● **TO DO**
Search the records for the string "above", then copy each line that has it.

● **MATERIAL FOR THIS TASK**
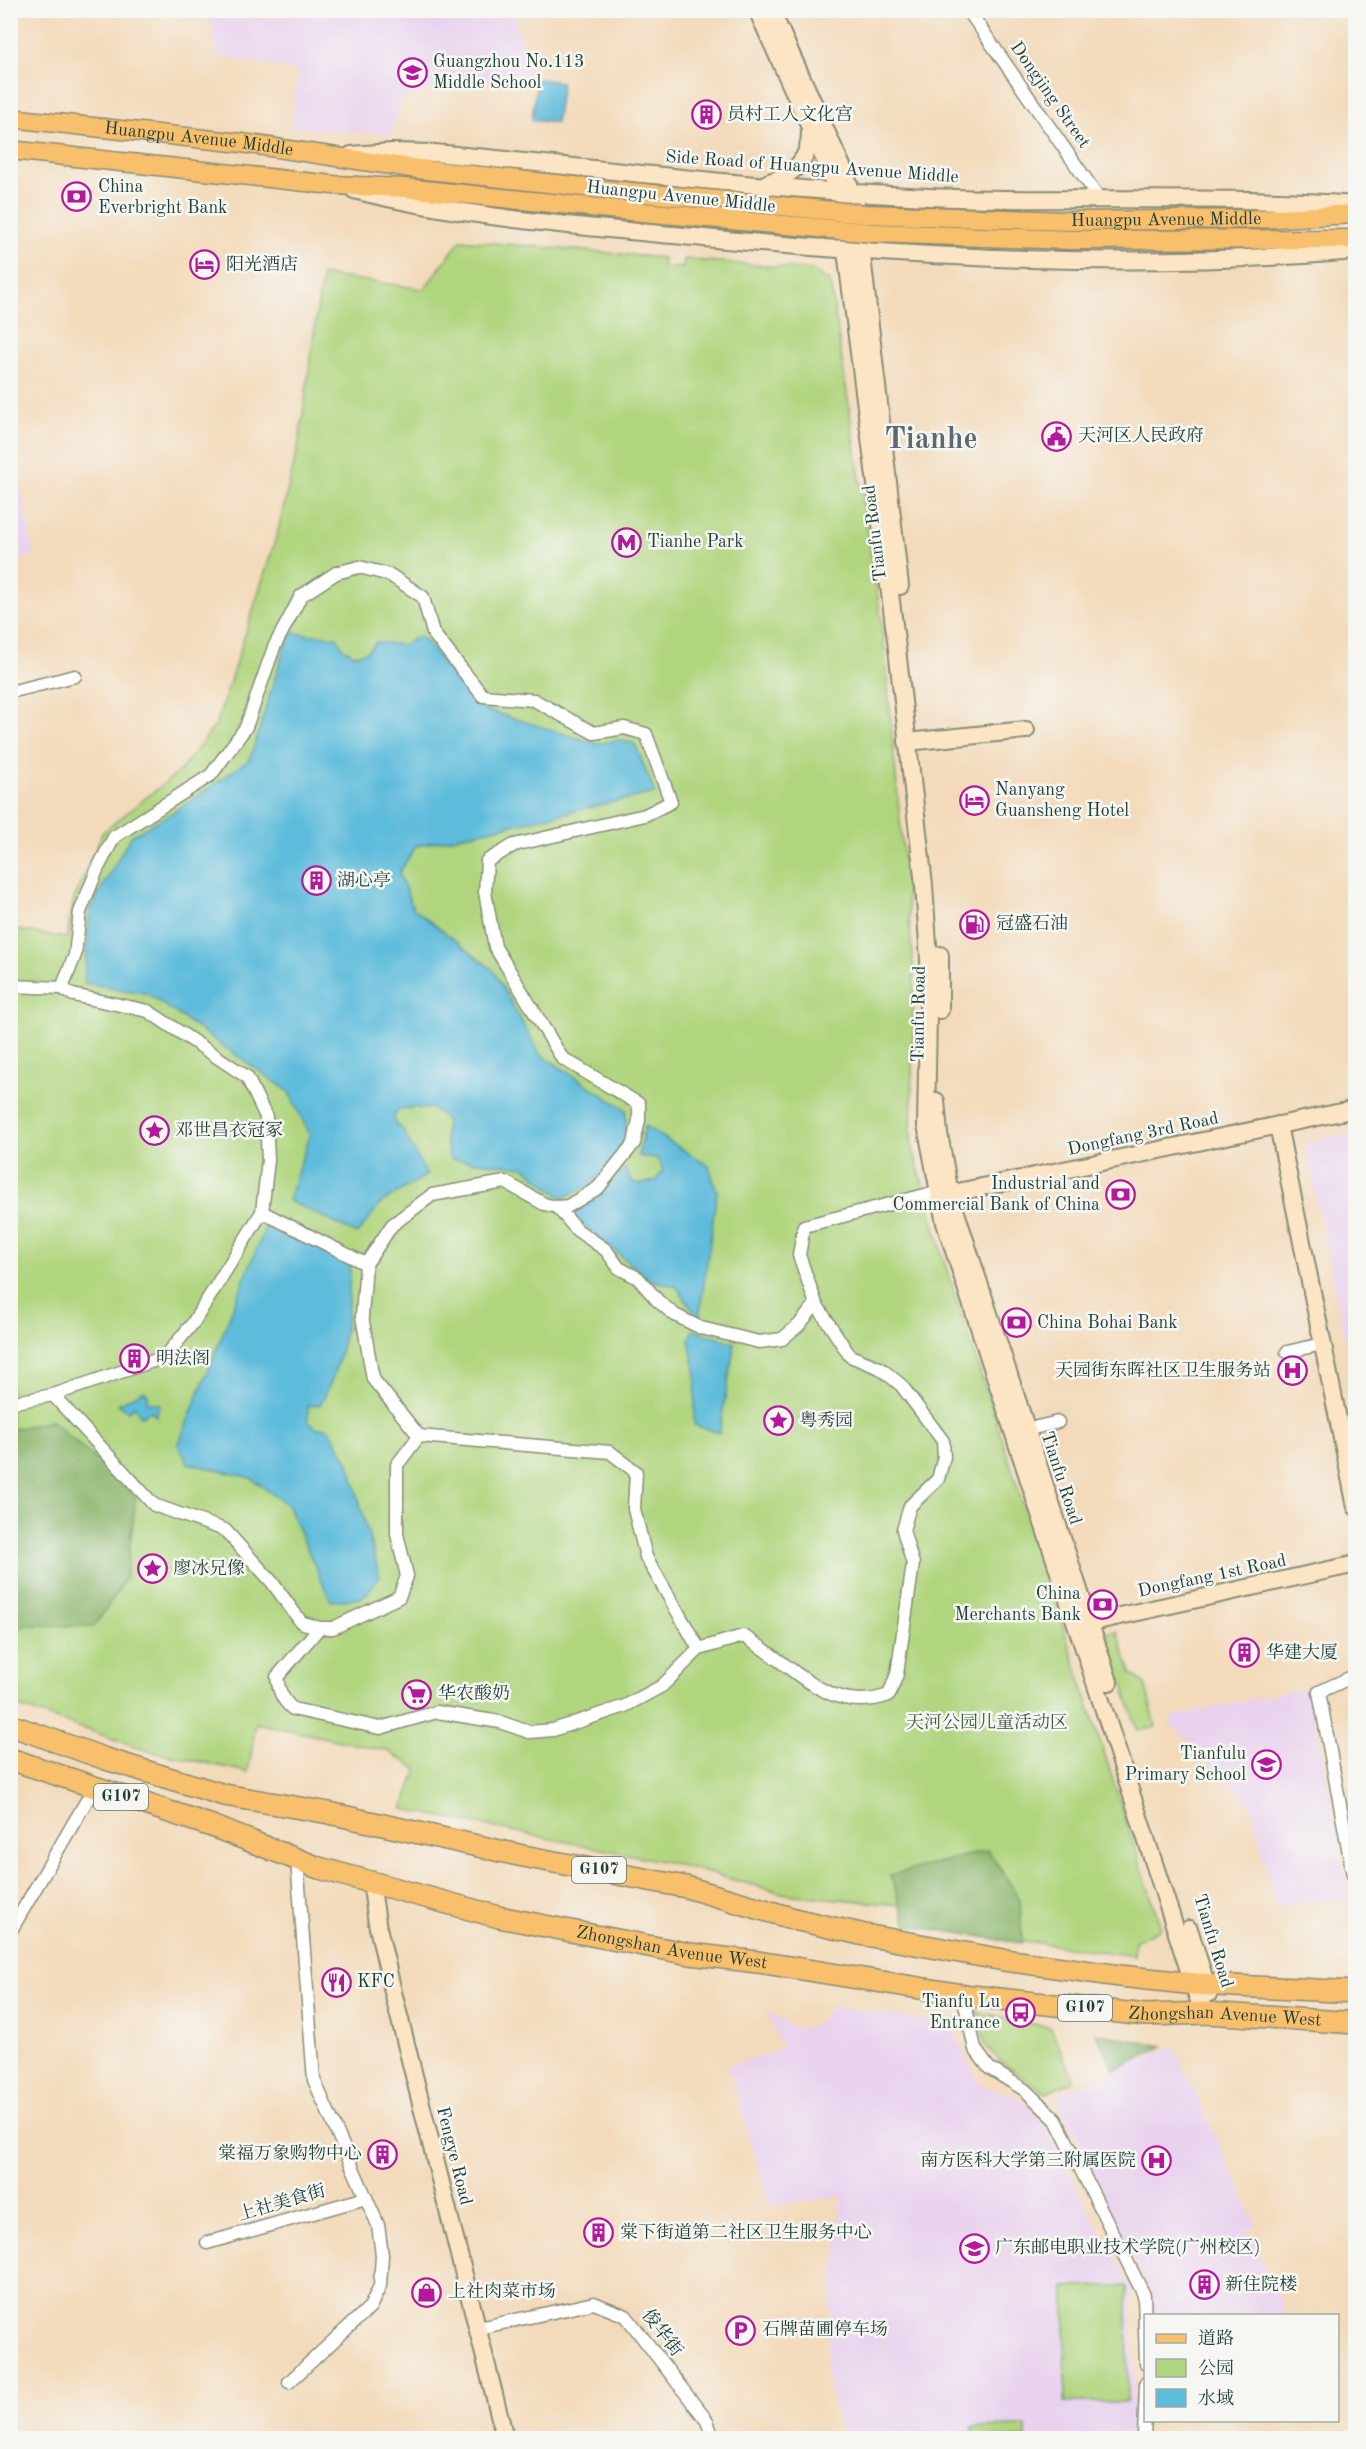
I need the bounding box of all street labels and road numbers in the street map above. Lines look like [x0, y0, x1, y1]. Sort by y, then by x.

---

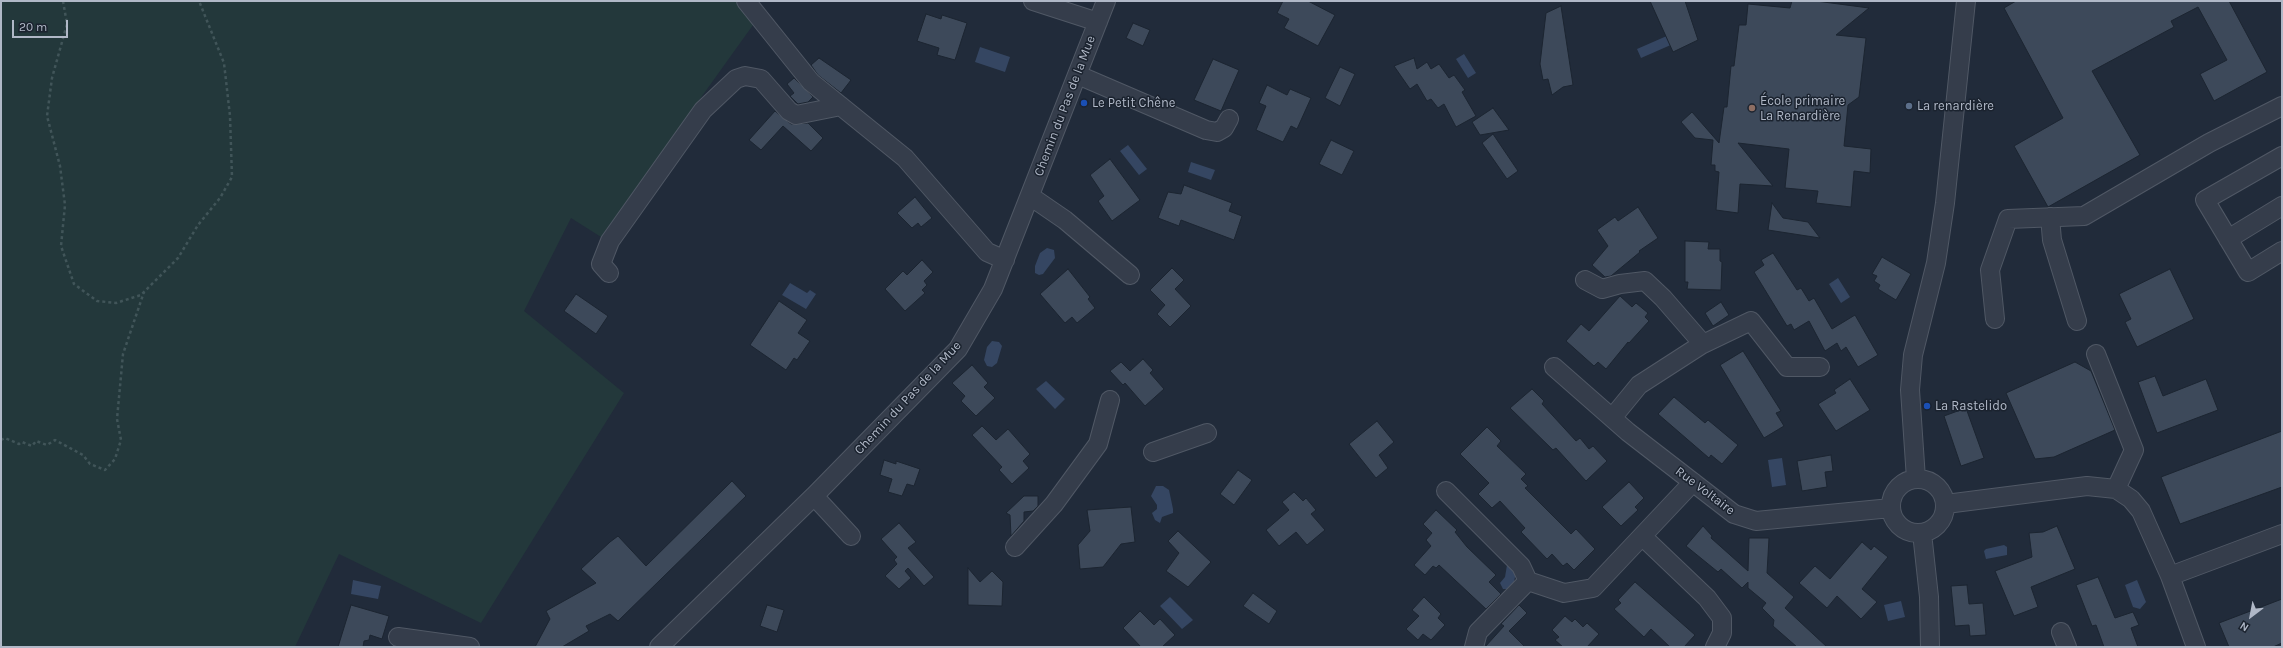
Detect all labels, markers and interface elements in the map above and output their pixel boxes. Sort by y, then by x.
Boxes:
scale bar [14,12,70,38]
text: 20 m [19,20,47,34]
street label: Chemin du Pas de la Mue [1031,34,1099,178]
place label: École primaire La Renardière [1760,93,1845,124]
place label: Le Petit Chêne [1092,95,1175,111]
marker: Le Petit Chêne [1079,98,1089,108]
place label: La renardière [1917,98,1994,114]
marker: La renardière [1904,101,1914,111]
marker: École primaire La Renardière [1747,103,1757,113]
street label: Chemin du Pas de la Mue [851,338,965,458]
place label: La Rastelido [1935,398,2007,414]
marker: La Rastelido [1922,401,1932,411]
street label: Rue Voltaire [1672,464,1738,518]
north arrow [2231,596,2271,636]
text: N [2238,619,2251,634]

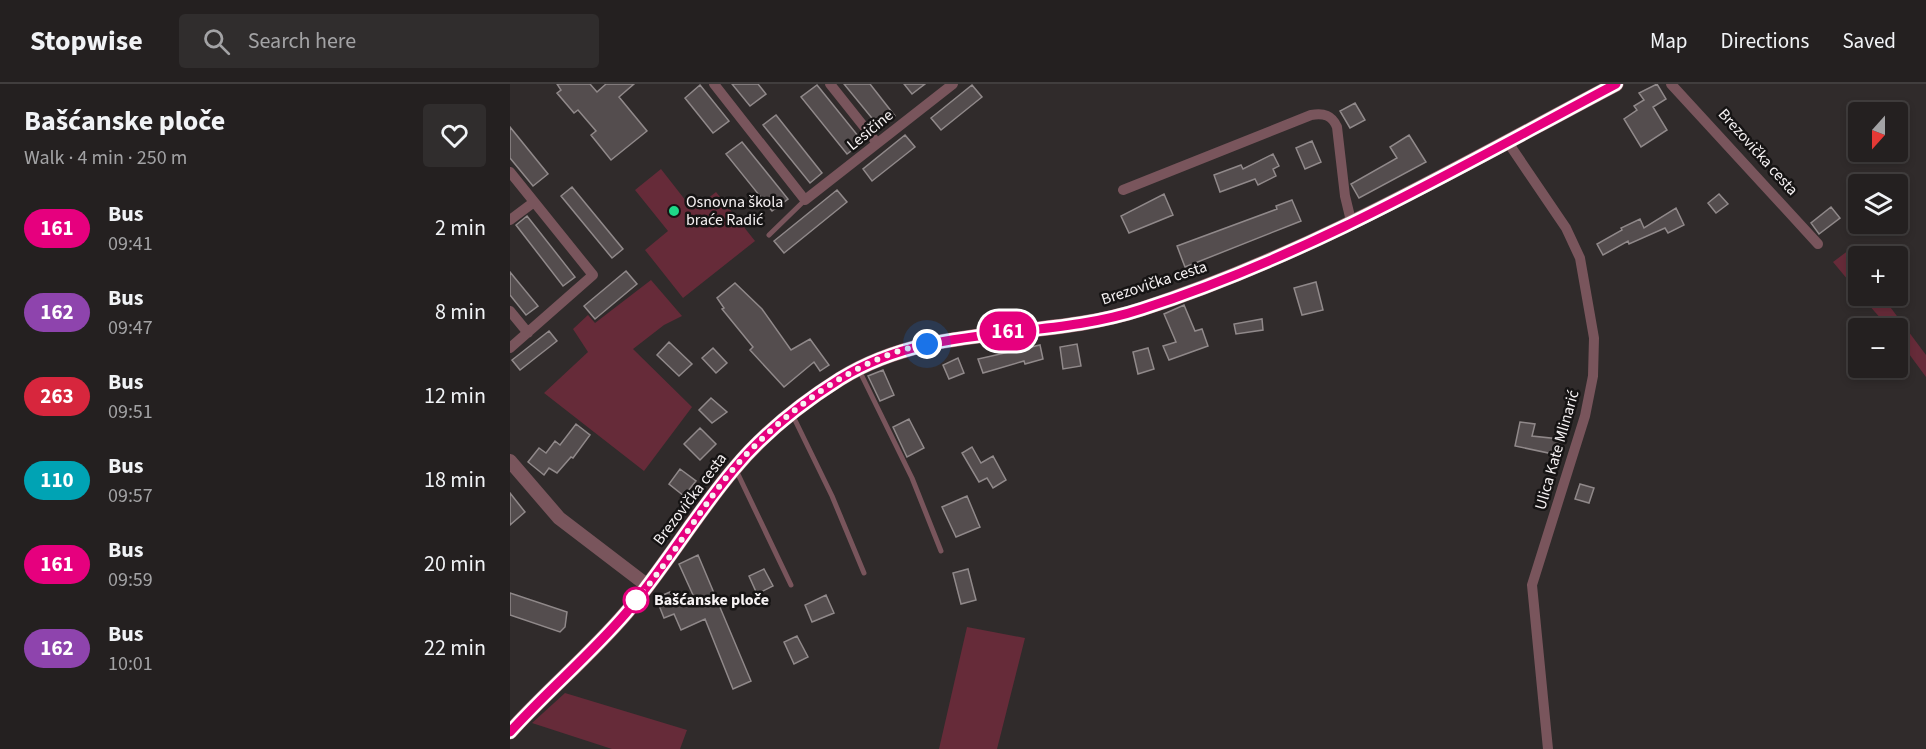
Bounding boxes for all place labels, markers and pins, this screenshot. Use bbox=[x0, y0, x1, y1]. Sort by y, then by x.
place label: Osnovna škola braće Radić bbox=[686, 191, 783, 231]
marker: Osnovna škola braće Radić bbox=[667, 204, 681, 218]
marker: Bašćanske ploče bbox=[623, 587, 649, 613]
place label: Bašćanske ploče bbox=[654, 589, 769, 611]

● **ANSWER AREA**
I need the bounding box of all street labels and road numbers in the street map above. Lines look like [x0, y0, x1, y1]. Sort by y, then by x.
Detect all labels, markers and interface elements in the map above and output their pixel boxes. Sort by y, then by x.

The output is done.